Purpose: : To determine the nature and mechanism of constitutive activation of the cascade produced in an intact photoreceptor by the rhodopsin G90D mutation, which is known to produce congenital night blindness in humans.

Methods: : Suction electrode recordings were made from rods of G90D mice that were G90D+/– and Rh+/–, identical to the mice used in Sieving et al (J Neurosci 21: 5449–60, 2001), whose rods were previously shown not to degenerate but to behave as if light–adapted even in darkness. Measurements were made from between 40 and 50 WT rods and 16 to 22 G90D rods.

Results: : Rods from G90D mice had smaller circulating currents than WT mice (7.0 + 0.7 vs. 11.9 + 0.5 pA) and were desensitized even in darkness: flash sensitivity (in pA photon^–1 µm²) was 0.030 + 0.003 for G90D but 0.26 + 0.02 for WT, and the intensity at half saturation was 161 + 20 for G90D but 31 + 2 photons µm^–2 for WT. The decrease in current and sensitivity was accompanied by an acceleration in the decay of the wave form of the light response.
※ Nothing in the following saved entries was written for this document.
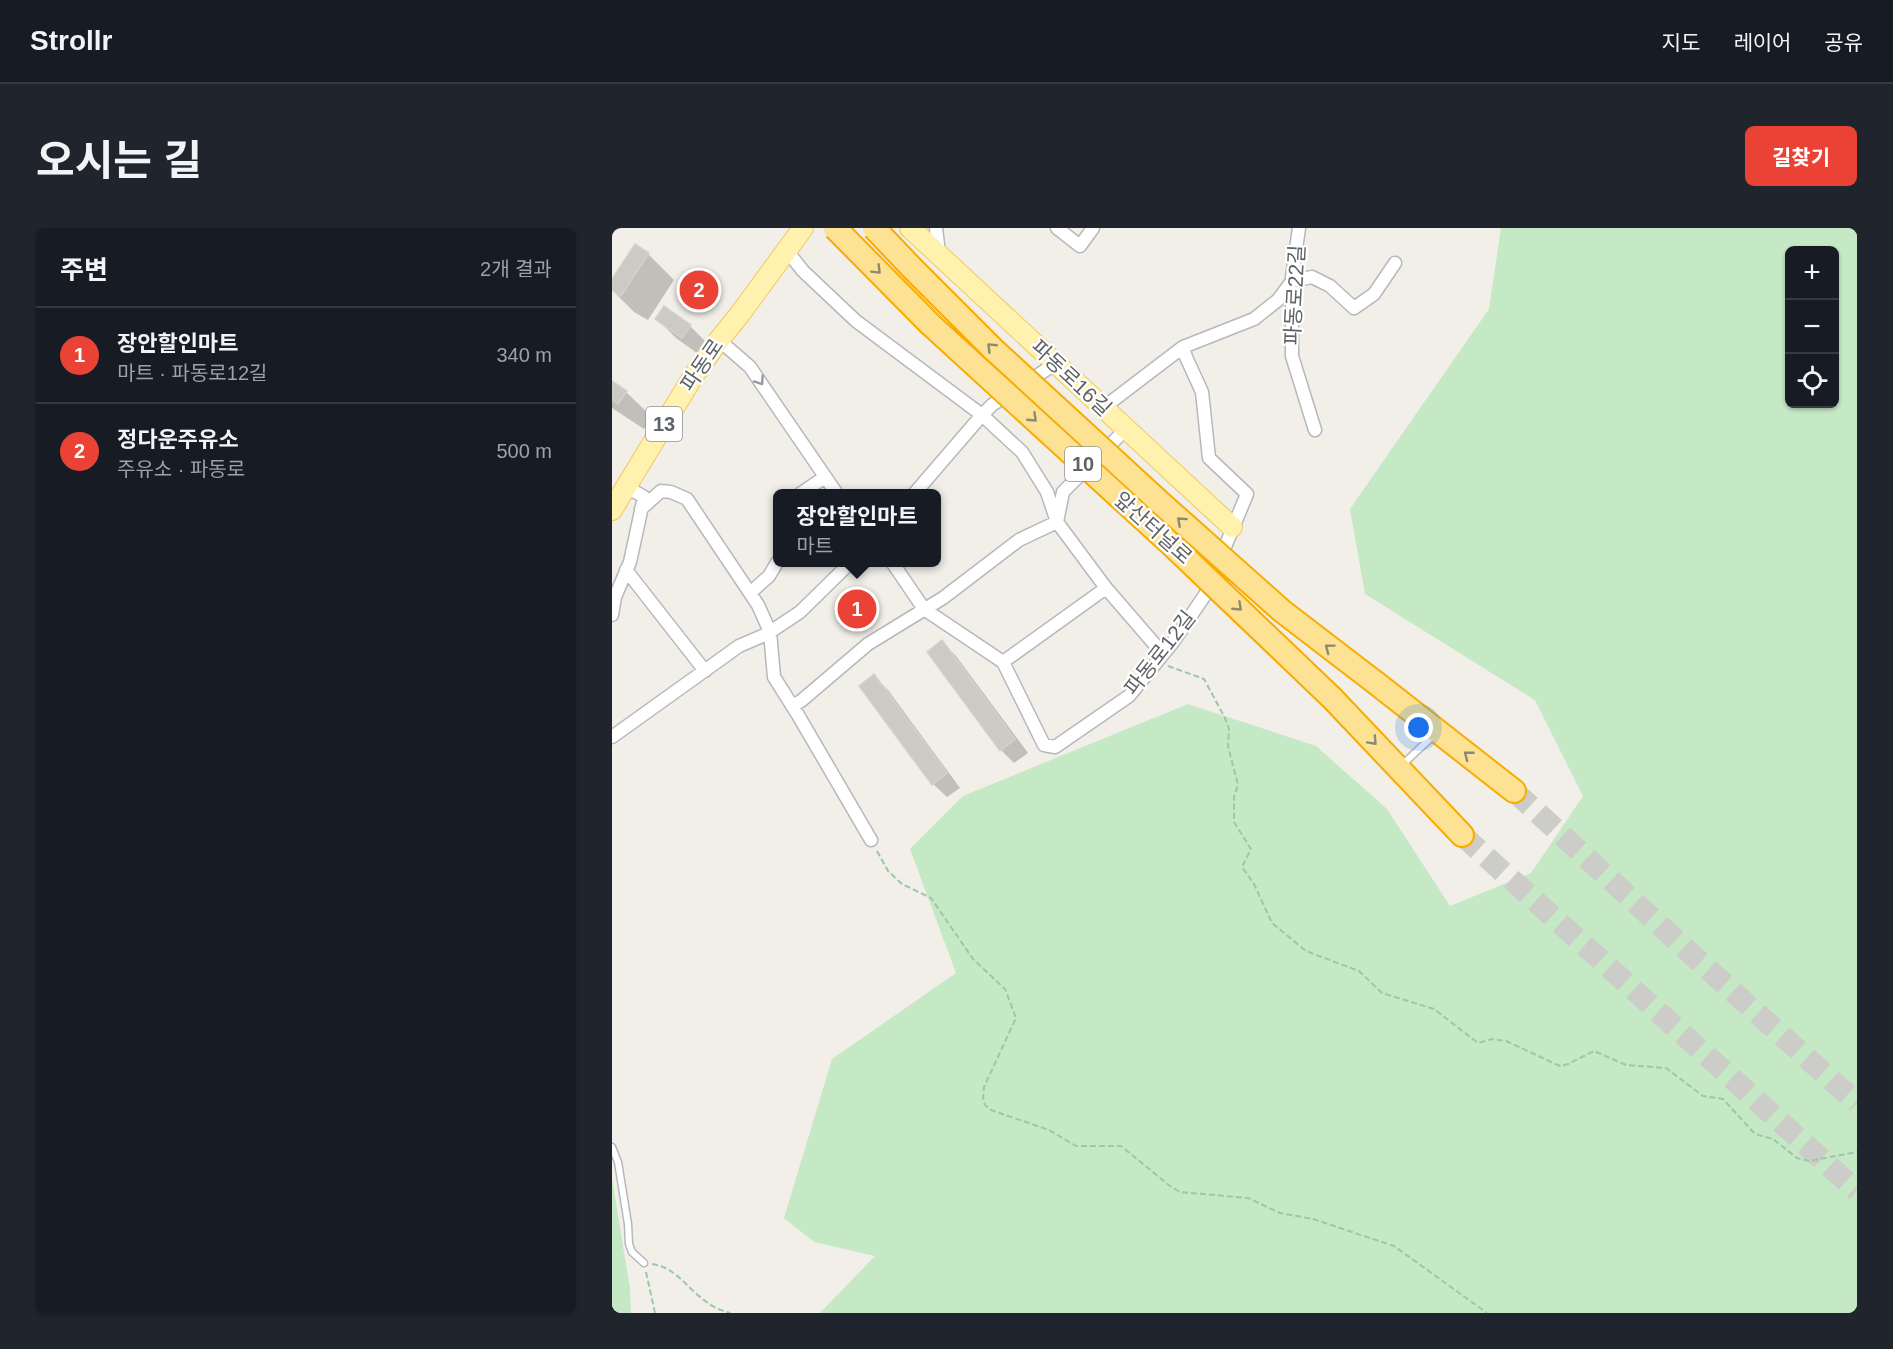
<!DOCTYPE html>
<html lang="ko">
<head>
<meta charset="utf-8">
<style>
  :root { --surface:#171b24; --page:#20242c; --text:#f1f3f6; --muted:#9ea1a6; --line:#363941; --accent:#ea4335 }
  body { margin:0; font-family:Helvetica,"Noto Sans KR",sans-serif; background:var(--page); color:var(--text) }
  .controls { position:absolute; right:18px; top:18px; display:grid; overflow:hidden; border-radius:9px; box-shadow:0 2px 4px #0004 }
  .controls button { width:54px; height:54px; display:grid; place-items:center; padding:0; border:0; border-bottom:2px solid var(--line); background:var(--surface); color:var(--text); font:30px sans-serif }
  .you { position:absolute; left:807px; top:500px; width:21px; height:21px; margin:-15px; border:4px solid #fff; border-radius:50%; background:#1a73e8; box-shadow:0 0 0 9px #1a73e833 }
  .badge { display:grid; place-items:center; width:39px; height:39px; border-radius:50%; background:var(--accent); color:#fff; font-size:20px; font-weight:700 }
  .pin { position:absolute; translate:-50% -50%; border:3px solid #fff; box-shadow:0 2px 6px #0006 }
  .popup { position:absolute; left:161px; top:261px; width:168px; height:78px; box-sizing:border-box; display:grid; place-content:center; border-radius:9px; background:var(--surface); filter:drop-shadow(0 2px 4px #0005); font-size:20px; white-space:nowrap; color:var(--muted) }
  .popup b { font-size:22px; color:var(--text) }
  .popup::after { content:''; position:absolute; left:50%; top:100%; margin-left:-12px; border:12px solid transparent; border-top-color:var(--surface) }
  .list { margin:0; padding:0; list-style:none }
  h2 { display:flex; justify-content:space-between; align-items:center; height:78px; margin:0; padding:0 24px; font-size:26px }
  h2 small { font-size:20px; font-weight:400; color:var(--muted) }
  .list li { display:grid; grid-template-columns:39px 1fr auto; gap:18px; align-items:center; box-sizing:border-box; height:96px; padding:0 24px; border-top:2px solid var(--line) }
  .list b { display:block; font-size:22px; white-space:nowrap }
  .list p { margin:0; font-size:20px; white-space:nowrap; color:var(--muted) }
  .list em { font-size:20px; font-style:normal; color:var(--muted) }
  .icon { flex:none; width:33px; height:33px; fill:none; stroke:currentColor; stroke-width:2; stroke-linecap:round; stroke-linejoin:round }
  .map { position:relative; flex:none; width:1245px; height:1085px; overflow:hidden; border-radius:9px }
  header { display:flex; align-items:center; gap:36px; box-sizing:border-box; height:84px; padding:0 30px; background:var(--surface); border-bottom:2px solid var(--line) }
  header strong { font-size:28px }
  nav { display:flex; gap:33px; margin-inline-start:auto; font-size:21px }
  .intro { display:flex; align-items:center; justify-content:space-between; box-sizing:border-box; height:144px; padding:0 36px }
  h1 { margin:0; font-size:42px }
  .button { padding:15px 27px; border-radius:9px; background:var(--accent); color:#fff; font-size:21px; font-weight:700 }
  main { display:flex; gap:36px; padding:0 36px }
  aside { flex:1; background:var(--surface); border-radius:9px; box-shadow:0 2px 4px #0004 }
  .map>svg:first-child { display:block }
  .green { fill:#c5e8c5; fill-rule:evenodd }
  .shadow { fill:#0003 }
  .building { fill:#cccac5; stroke:#d6d1c6; stroke-width:1.5 }
  .lines { fill:none; stroke-linecap:round; stroke-linejoin:round }
  .highway-tunnel { stroke:#ccccc8; stroke-width:22; stroke-dasharray:22 11; stroke-linecap:butt }
  .lane-casing { stroke:#b5b8bc; stroke-width:9 }
  .street-casing { stroke:#b5b8bc; stroke-width:15 }
  .primary-casing { stroke:#f2c960; stroke-width:22 }
  .highway-casing { stroke:#f9ab00; stroke-width:26 }
  .path { stroke:#9cc7a9; stroke-width:2; stroke-dasharray:6 3; stroke-linecap:butt }
  .lane { stroke:#fff; stroke-width:6 }
  .street { stroke:#fff; stroke-width:12 }
  .primary { stroke:#fff2af; stroke-width:20 }
  .highway { stroke:#fde293; stroke-width:22 }
  .highway-bridge-casing { stroke:#f9ab00; stroke-width:26; stroke-linecap:butt }
  .highway-bridge { stroke:#fde293; stroke-width:22 }
  .oneway { stroke:#8e8975 }
  .oneway2 { stroke:#979a9d }
  .labels { text-anchor:middle; stroke-width:4.5; stroke-linejoin:round; paint-order:stroke }
  .shield { fill:#fff; stroke:#8f9295; stroke-width:1.5 }
  .shield-label { font-size:20px; font-weight:bold; fill:#5f6368 }
  .street-label { font-size:21px; fill:#5f6368; stroke:#fff }
</style>
</head>
<body>
<header>
<strong>Strollr</strong>
<nav><a>지도</a><a>레이어</a><a>공유</a></nav>
</header>
<div class="intro"><h1>오시는 길</h1><a class="button">길찾기</a></div>
<main>
<aside>
<h2>주변<small>2개 결과</small></h2>
<ul class="list">
<li><span class="badge">1</span><div><b>장안할인마트</b><p>마트 · 파동로12길</p></div><em>340 m</em></li>
<li><span class="badge">2</span><div><b>정다운주유소</b><p>주유소 · 파동로</p></div><em>500 m</em></li>
</ul>
</aside>
<div class="map">
<svg width="1245" height="1085" viewBox="0 0 1245 1085">
  <rect width="100%" height="100%" fill="#f1efe8"/>
  <!-- green -->
  <path class="green" d="M889,0H1245V1085H208L263,1028L202,1014L172,990L220,831L344,745L298,621L351,568L576,476L704,518L775,581L838,678L919,645L971,568L923,472L753,366L738,281L877,81ZM1178,22H1222V176H1178Z
    M0,950L18,1061L19,1085H0Z"/>
  <!-- shadow -->
  <path class="shadow" d="M36,26L62,52L36,92L22,84L0,62V54Z
    M45,91L78,98L97,117L89,128L64,110Z
    M0,155L14,164L40,189L32,201L0,180Z
    M330,414L344,428L416,525L402,535L389,522Z
    M262,448L276,462L348,560L335,569L321,556Z"/>
  <!-- building -->
  <path class="building" d="M23,16L37,25L9,68L0,62V51Z
    M52,78L79,97L70,110L43,91Z
    M0,153L15,163L6,176L0,172Z
    M330,412L403,511L388,523L315,424Z
    M262,446L335,545L320,557L247,458Z"/>
  <g class="lines">
    <!-- highway-tunnel -->
    <path class="highway-tunnel" d="M902,563L1078,725L1245,875
      M850,607L1245,963"/>
    <defs>
      <path id="lane" d="M789,538L823,506
        M0,919L6,934L16,996L17,1016L20,1024L32,1035"/>
      <path id="street" d="M324,0L327,25
        M445,0L468,18L481,0
        M687,0L680,49V128L703,202
        M176,24L191,43L244,93L370,187L410,224L435,264L445,294L494,360L551,426
        M107,112L138,139L225,266
        M413,156L444,135L448,138
        M491,180L571,119L642,91L666,72L680,53L700,49L718,58L742,80L762,66L783,35
        M188,266L213,249
        M302,266L370,187L380,177L398,165
        M29,281L49,263L59,264L75,271L146,377L158,404L162,449L186,487L259,612
        M280,334L312,381L391,434L432,517L443,519L517,468L561,414L593,367L635,266L597,230L590,164L574,129L571,119
        M14,342L93,443
        M138,365L157,348L166,333
        M0,387L3,369L18,334L32,269L15,259
        M391,434L494,360
        M180,478L189,473L256,416L331,370L407,312L445,294L451,264L513,202L507,197
        M0,509L127,418L155,406L188,384L239,334"/>
      <path id="primary" d="M298,0L620,299
        M0,282L82,147L107,112L128,86L191,0"/>
      <path id="highway" d="M764,455L902,563
        M720,470L850,607"/>
    </defs>
    <!-- lane casing -->
    <use href="#lane" class="lane-casing"/>
    <!-- street casing -->
    <use href="#street" class="street-casing"/>
    <!-- primary casing -->
    <use href="#primary" class="primary-casing"/>
    <!-- highway casing -->
    <use href="#highway" class="highway-casing"/>
    <!-- path -->
    <path class="path" d="M556,438L592,451L613,490L617,501L616,518L626,557L622,569V594L639,621L630,639L642,656L660,695L694,723L747,743L770,765L822,781L866,815L880,811L894,813L948,838L956,836L982,823L1014,837L1054,840L1091,868L1111,871L1143,906L1161,911L1185,930L1197,933L1245,924
      M265,623L276,643L290,656L319,670L361,731L393,761L404,790L372,859L371,871L373,877L379,882L437,902L464,918H509L558,958L568,964L636,970L668,985L701,991L782,1018L875,1085
      M40,1036C63,1039 74,1059 92,1072C100,1079 108,1082 118,1085
      M34,1044L43,1085"/>
    <!-- lane -->
    <use href="#lane" class="lane"/>
    <!-- street -->
    <use href="#street" class="street"/>
    <!-- primary -->
    <use href="#primary" class="primary"/>
    <!-- highway -->
    <use href="#highway" class="highway"/>
    <defs>
      <path id="highway-bridge" d="M223,0L319,97L562,319L720,470
        M262,0L301,41L381,121L551,277L670,383L764,455"/>
    </defs>
    <!-- highway-bridge casing -->
    <use href="#highway-bridge" class="highway-bridge-casing"/>
    <!-- highway-bridge -->
    <use href="#highway-bridge" class="highway-bridge"/>
  </g>
  <!-- one-way arrows -->
  <defs><path id="oneway-chevron" d="M-2-3.5L2.5 0L-2 3.5" fill="none" stroke-width="1.6" stroke-linecap="round" stroke-linejoin="round" transform="scale(1.5)"/></defs>
  <g class="oneway">
    <use href="#oneway-chevron" transform="translate(265 42) rotate(45)"/>
    <use href="#oneway-chevron" transform="translate(379 119) rotate(-136)"/>
    <use href="#oneway-chevron" transform="translate(421 190) rotate(43)"/>
    <use href="#oneway-chevron" transform="translate(569 293) rotate(-138)"/>
    <use href="#oneway-chevron" transform="translate(626 379) rotate(43)"/>
    <use href="#oneway-chevron" transform="translate(717 420) rotate(-143)"/>
    <use href="#oneway-chevron" transform="translate(761 513) rotate(47)"/>
    <use href="#oneway-chevron" transform="translate(856 527) rotate(-142)"/>
  </g>
  <use class="oneway2" href="#oneway-chevron" transform="translate(148 153) rotate(56)"/>
  <g class="labels">
    <!-- shield labels -->
    <g class="shield">
      <rect x="34" y="179" width="36" height="34" rx="4.5"/>
      <rect x="453" y="219" width="36" height="34" rx="4.5"/>
    </g>
    <g class="shield-label">
      <text x="52" y="203">13</text>
      <text x="471" y="243">10</text>
    </g>
    <!-- street labels -->
    <g class="street-label">
      <text transform="translate(683 67) rotate(-87)" y="7">파동로22길</text>
      <text transform="translate(90 137) rotate(-56)" y="7">파동로</text>
      <text transform="translate(459 150) rotate(43)" y="7">파동로16길</text>
      <text transform="translate(541 300) rotate(42)" y="7">앞산터널로</text>
      <text transform="translate(548 425) rotate(-52)" y="7">파동로12길</text>
    </g>
  </g>
</svg>
<div class="controls">
<button>+</button>
<button>−</button>
<button><svg class="icon" aria-label="locate" viewBox="0 0 24 24"><circle cx="12" cy="12" r="6"/><path d="M12 2v4M12 18v4M2 12h4M18 12h4"/></svg></button>
</div>
<div class="you"></div>
<div class="pin badge" style="left:245px;top:381px">1</div>
<div class="popup"><b>장안할인마트</b>마트</div>
<div class="pin badge" style="left:87px;top:62px">2</div>
</div>
</main>
</body>
</html>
The best–fitting single exponential fit to the declining phase of the just–saturating response changed from 205 + 19 ms for WT to 98 + 10 ms for G90D. The integration time decreased from 199 + 20 ms in WT to 88 + 8 ms in G90D. There was in addition a decrease in T_d, the dominant time constant of response decay, as determined from Pepperberg plots: T_d was 176 + 9 ms in WT but 118 + 8 ms in G90D.

Conclusions: : Our suction–electrode recordings confirm previous measurements of Sieving et al of the a–wave of the ERG from G90D retinas, that the rods in these animals, even though dark–adapted, behave as if in the presence of a continuous (equivalent) background light. By comparing the decrease in the flash sensitivities of WT rods in actual background light and G90D rods in darkness, we estimate the intensity of the equivalent background to be about 380 photons µm^–2 s^–1, or about 190 Rh^* rod^–1 s^–1. The stimulation of the cascade and reduction in circulating current and sensitivity is quantitatively much less in G90D rods than in Rpe65–/– rods, perhaps explaining why G90D produces congenital night blindness but Rpe65–/–, the degeneration of the photoreceptors.